Der Traum ist weniger real als der Wachzustand insofern, als der direkte Kontakt mit der Außenwelt fehlt. Obwohl auch im Traum eine Außenwelt geschaffen wird, ist sie von geringerer „Realität“ als die Welt des Wachzustandes.

Raum, Zeit, Bewegung und Unterscheidung zwischen Subjekt und Objekt sind dem Traum und dem Wachzustand gemeinsam, wenn auch in unterschiedlicher Ausprägung. Auch der Grad der „Wirklichkeit“ zum Zeitpunkt ihrer Erfahrung ist ähnlich. Das heißt, für den Träumenden ist die Traumwelt im Moment des Traums Wirklichkeit. Ebenso ist für den Menschen im normalen Alltagsbewusstsein die Wachwelt wirklich. Aber der Unterschied liegt im Grad der Wirklichkeit, die durch sie ausgedrückt wird. Der Jiva fühlt, dass er sich im Wachzustand in einer höheren Ordnung der Wirklichkeit befindet als im Traumzustand.

Dass die Welt im Wachzustand eine relative Wirklichkeit besitzt, beweist nicht, dass sie im absoluten Sinn wirklich ist. Vom Standpunkt der höchsten Wirklichkeit aus ist auch die Wacherfahrung unwirklich. So wie der Traum im Wachzustand transzendiert wird, wird auch die Welt des Wachzustandes im Zustand der Selbstverwirklichung transzendiert.

Der Traum ist Scheinwirklichkeit. Wachen ist relative Wirklichkeit. Turiya oder Brahman ist absolute Wirklichkeit.

Wachen ist die Wirklichkeit hinter dem Traum. Turiya (Überbewusstsein) ist die Wirklichkeit hinter dem Wachzustand.

Vom Standpunkt von Turiya aus gesehen, sind sowohl Wachen als auch Träumen un­wirklich. Wenn man aber den Wachzustand mit der Traumerfahrung vergleicht, hat er eine größere Wirklichkeit als der Traum. Bis zu einem gewissen Grad verhält sich Turiya zum Wachzustand wie Wachen zum Traumzustand.
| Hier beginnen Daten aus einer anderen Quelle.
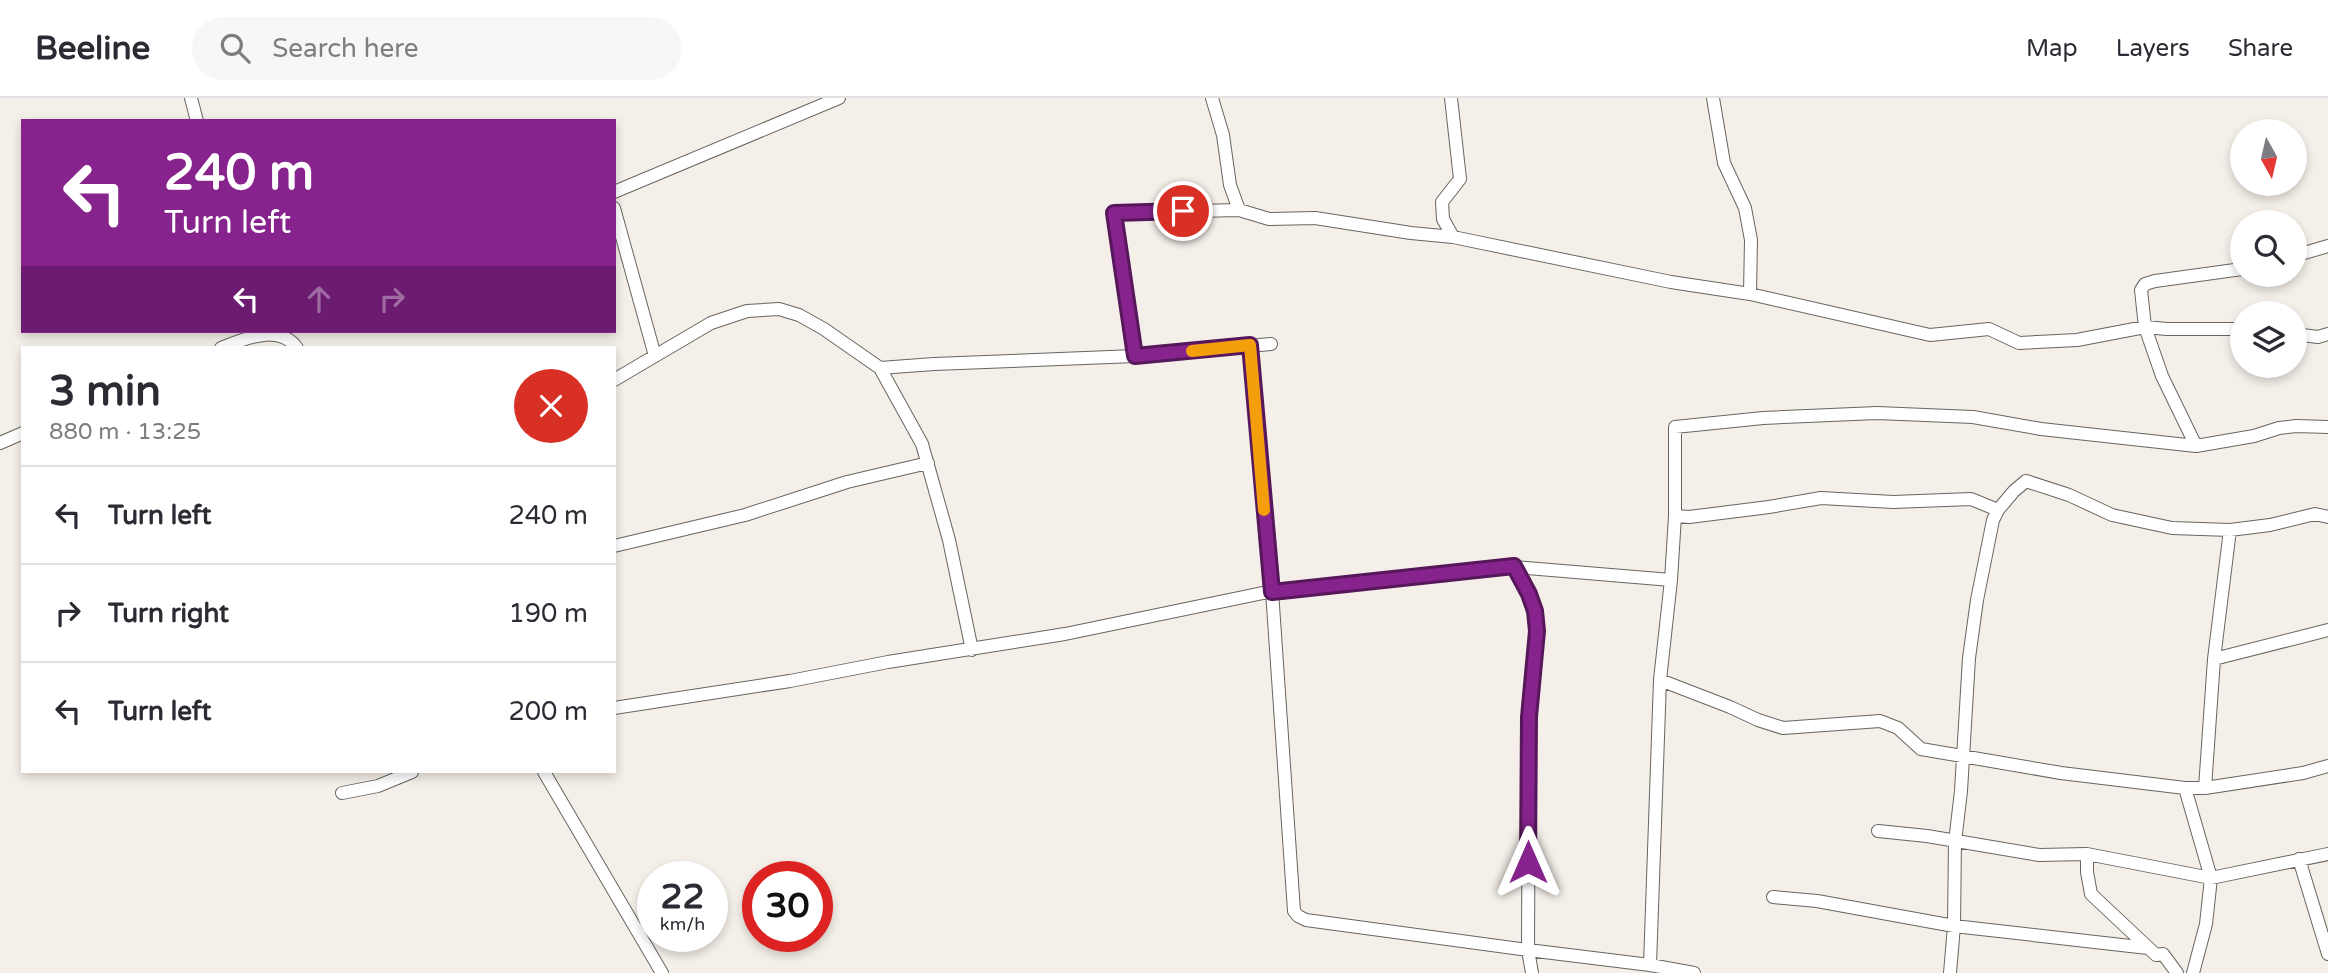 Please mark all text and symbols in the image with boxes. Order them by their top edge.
search box [192,17,682,80]
text: Beeline [35,29,150,68]
icon: search [216,29,254,67]
text: Search here [272,33,418,64]
text: Map [2026,34,2078,63]
text: Layers [2116,34,2190,63]
text: Share [2228,34,2293,63]
north arrow [2230,119,2306,196]
map controls [2230,119,2307,378]
text: 240 m [164,144,314,203]
icon: left [49,147,140,238]
pin [1153,181,1213,241]
icon: arrive [1164,192,1202,230]
text: Turn left [164,204,291,242]
button: search [2230,210,2307,287]
icon: left [227,280,265,318]
icon: ahead [300,280,338,318]
icon: right [373,280,411,318]
button: layers [2230,301,2307,378]
text: 3 min [49,366,161,417]
button: close [514,369,588,443]
text: 880 m · 13:25 [49,418,201,446]
icon: left [49,496,87,534]
text: Turn left [108,500,211,531]
text: 240 m [508,500,588,531]
icon: right [49,594,87,632]
text: Turn right [108,598,229,629]
text: 190 m [508,598,588,629]
icon: left [49,692,87,730]
text: Turn left [108,696,211,727]
text: 200 m [508,696,588,727]
position arrow [1491,825,1565,899]
speed limit sign: 30 [742,861,833,952]
text: 22 [661,876,704,918]
text: km/h [660,913,705,935] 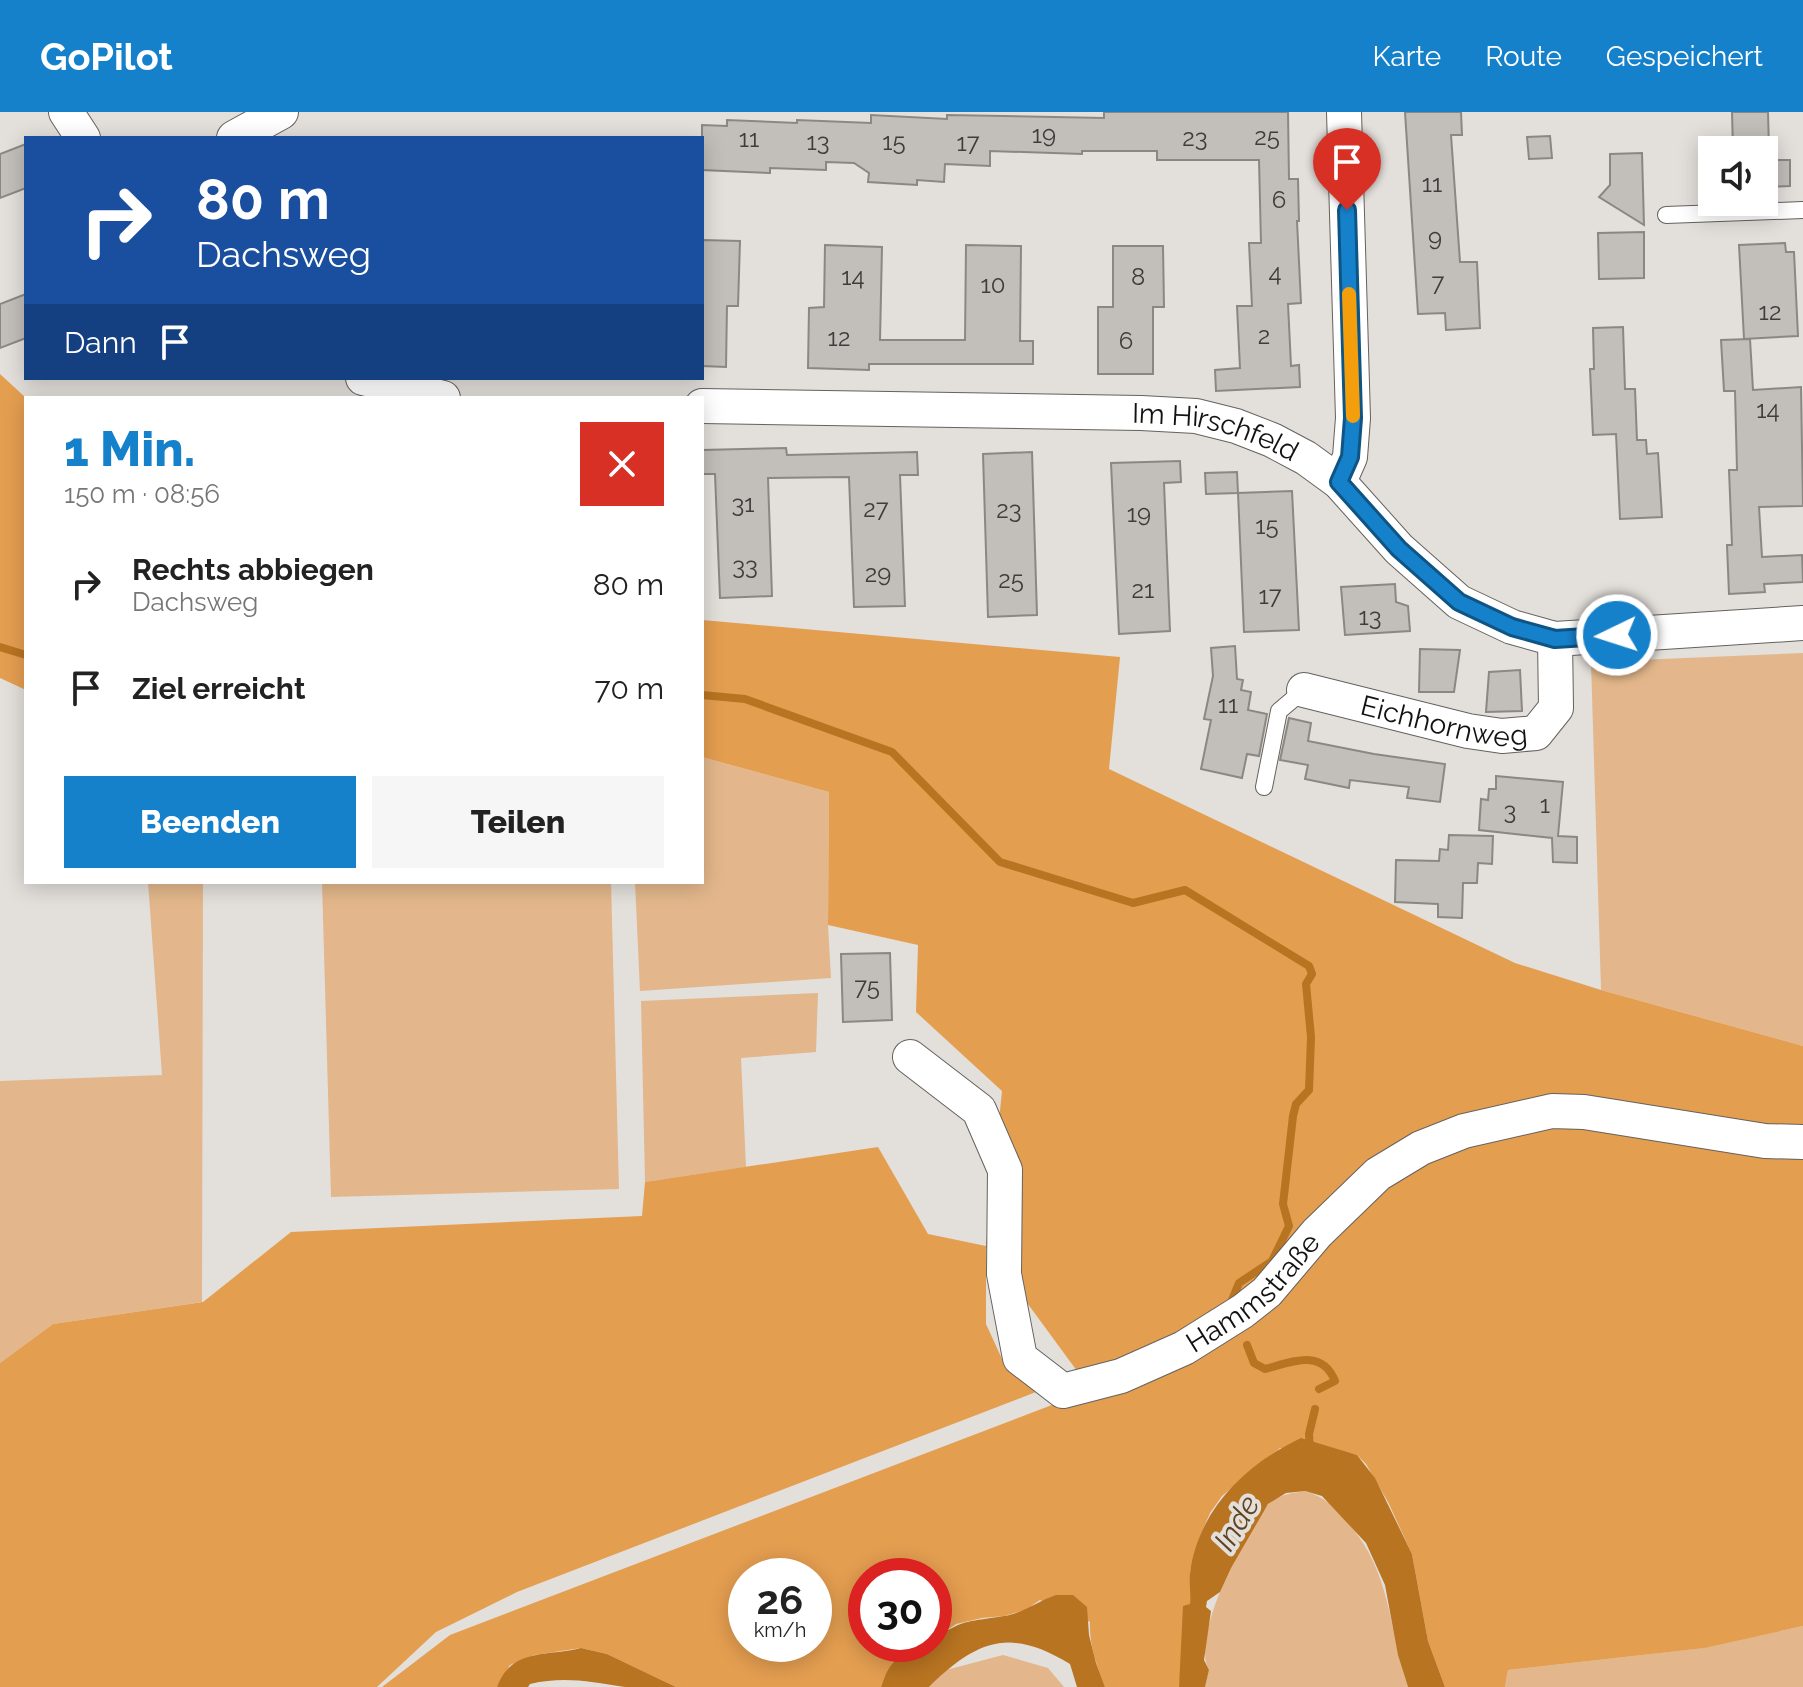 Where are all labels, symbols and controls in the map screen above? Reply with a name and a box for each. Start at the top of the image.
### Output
text: GoPilot [40,34,173,79]
text: Karte [1372,40,1441,73]
text: Route [1485,40,1562,73]
text: Gespeichert [1606,40,1763,73]
house number: 19 [1032,120,1056,149]
house number: 25 [1254,122,1280,151]
house number: 23 [1182,123,1208,152]
house number: 11 [739,124,759,153]
house number: 13 [806,127,830,156]
house number: 15 [882,127,906,156]
house number: 17 [957,128,980,157]
pin [1313,128,1381,210]
map controls [1698,136,1778,216]
button: sound [1698,136,1778,216]
icon: arrive [1325,140,1369,184]
text: 80 m [196,166,330,232]
icon: right [64,168,168,272]
house number: 11 [1422,169,1442,198]
house number: 6 [1272,185,1286,214]
house number: 9 [1428,223,1442,252]
text: Dachsweg [196,233,371,275]
house number: 4 [1268,258,1282,287]
house number: 14 [841,262,865,291]
house number: 8 [1131,262,1145,291]
house number: 7 [1432,268,1445,297]
house number: 10 [981,270,1005,299]
house number: 12 [1759,297,1781,326]
icon: arrive [153,320,197,364]
house number: 2 [1258,321,1270,350]
house number: 12 [828,323,850,352]
text: Dann [64,325,137,360]
house number: 6 [1119,326,1133,355]
house number: 14 [1756,395,1780,424]
street label: Im Hirschfeld [1132,397,1304,468]
text: 1 Min. [64,421,195,477]
button: close [580,422,664,506]
text: 150 m · 08:56 [64,479,220,509]
house number: 31 [731,489,755,518]
house number: 27 [863,494,889,523]
house number: 23 [996,495,1022,524]
house number: 19 [1127,499,1151,528]
house number: 15 [1255,511,1279,540]
house number: 33 [732,551,758,580]
text: Rechts abbiegen [132,552,374,587]
house number: 29 [865,559,891,588]
icon: right [64,562,108,606]
house number: 25 [998,565,1024,594]
text: 80 m [593,567,664,602]
house number: 21 [1132,575,1154,604]
house number: 17 [1259,581,1282,610]
text: Dachsweg [132,587,258,617]
position arrow [1575,593,1659,677]
house number: 13 [1358,602,1382,631]
icon: arrive [64,666,108,710]
text: Ziel erreicht [132,671,305,706]
text: 70 m [594,671,664,706]
street label: Eichhornweg [1357,689,1529,754]
house number: 11 [1218,690,1238,719]
button: Beenden [64,776,356,868]
button: Teilen [372,776,664,868]
house number: 1 [1540,790,1550,819]
house number: 3 [1504,796,1516,825]
house number: 75 [854,972,880,1001]
street label: Hammstraße [1180,1226,1327,1359]
water label: Inde [1207,1489,1267,1557]
speed limit sign: 30 [848,1558,952,1662]
text: 26 [757,1576,803,1623]
text: km/h [754,1618,806,1642] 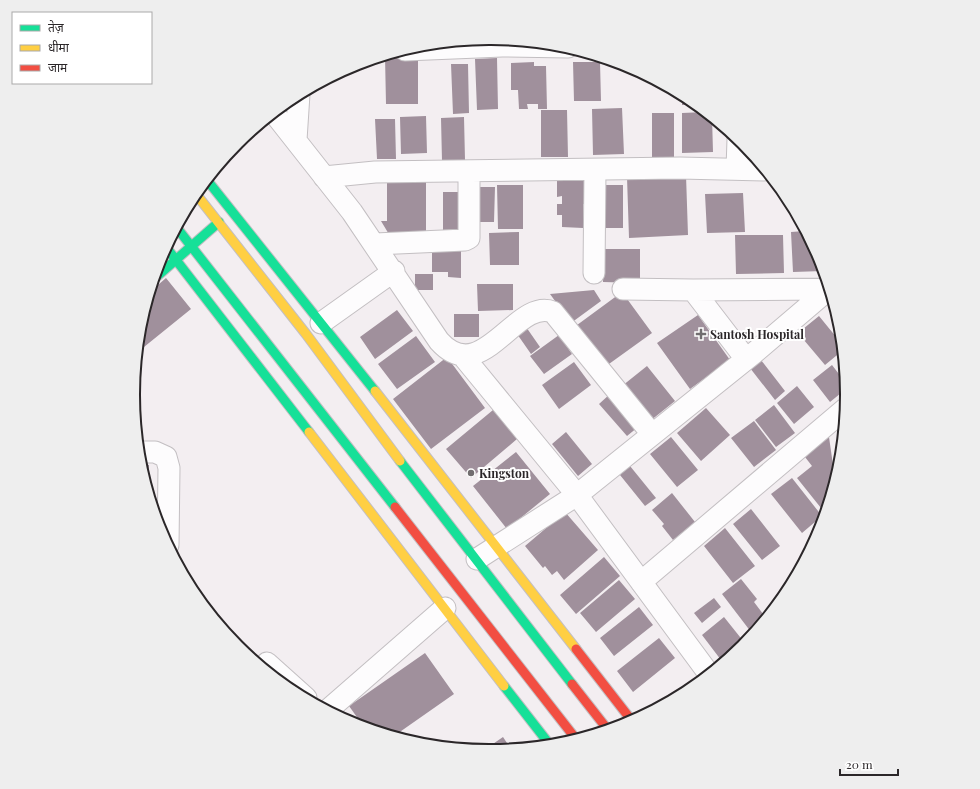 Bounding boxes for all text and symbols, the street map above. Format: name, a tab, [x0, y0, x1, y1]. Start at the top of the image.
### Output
legend	[12, 12, 152, 84]
text: तेज़	[48, 19, 65, 35]
text: धीमा	[48, 39, 70, 55]
text: जाम	[48, 59, 68, 75]
place label: Santosh Hospital	[710, 326, 804, 342]
marker: Santosh Hospital	[695, 328, 707, 340]
place label: Kingston	[479, 465, 530, 481]
marker: Kingston	[466, 468, 476, 478]
scale bar	[840, 751, 898, 777]
text: 20 m	[846, 756, 873, 772] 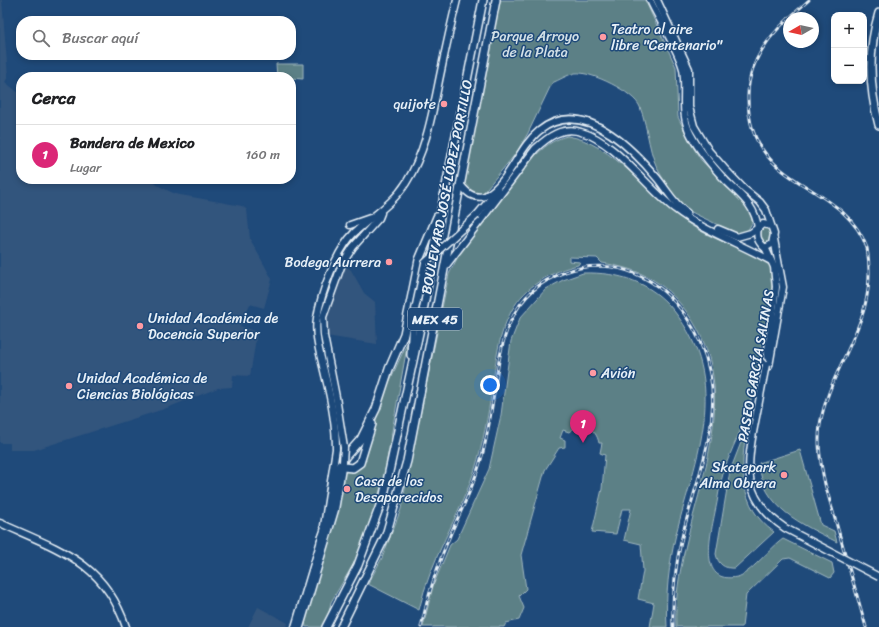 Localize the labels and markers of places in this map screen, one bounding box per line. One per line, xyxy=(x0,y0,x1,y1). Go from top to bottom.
place label: Teatro al aire libre "Centenario" xyxy=(611,17,723,58)
marker: Teatro al aire libre "Centenario" xyxy=(598,32,608,42)
place label: quijote xyxy=(393,92,436,117)
marker: quijote xyxy=(439,99,449,109)
place label: Bodega Aurrera xyxy=(285,250,381,275)
marker: Bodega Aurrera xyxy=(384,257,394,267)
place label: Unidad Académica de Docencia Superior xyxy=(148,306,279,347)
marker: Unidad Académica de Docencia Superior xyxy=(135,321,145,331)
place label: Avión xyxy=(600,361,636,386)
place label: Unidad Académica de Ciencias Biológicas xyxy=(77,366,208,407)
marker: Avión xyxy=(588,368,598,378)
marker: Unidad Académica de Ciencias Biológicas xyxy=(64,381,74,391)
pin: 1 xyxy=(570,410,596,443)
place label: Skatepark Alma Obrera xyxy=(698,455,777,496)
place label: Casa de los Desaparecidos xyxy=(355,469,443,510)
marker: Skatepark Alma Obrera xyxy=(779,470,789,480)
marker: Casa de los Desaparecidos xyxy=(342,484,352,494)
Der Traum ist für den Träumenden kein Traum, sondern im Moment des Träumens ist er für ihn Wirklichkeit. Nur der Erwachte erkennt den Traum als Traum. Genauso ist Wachen für den, der noch im Wachzustand ist, real. Nur für jemanden, der in Turiya ist, hat der Wachzustand keine Realität. Wachen ist Dirgha-Svapna, ein langer Traum, im Unterschied zum normalen Traum, der kurz ist.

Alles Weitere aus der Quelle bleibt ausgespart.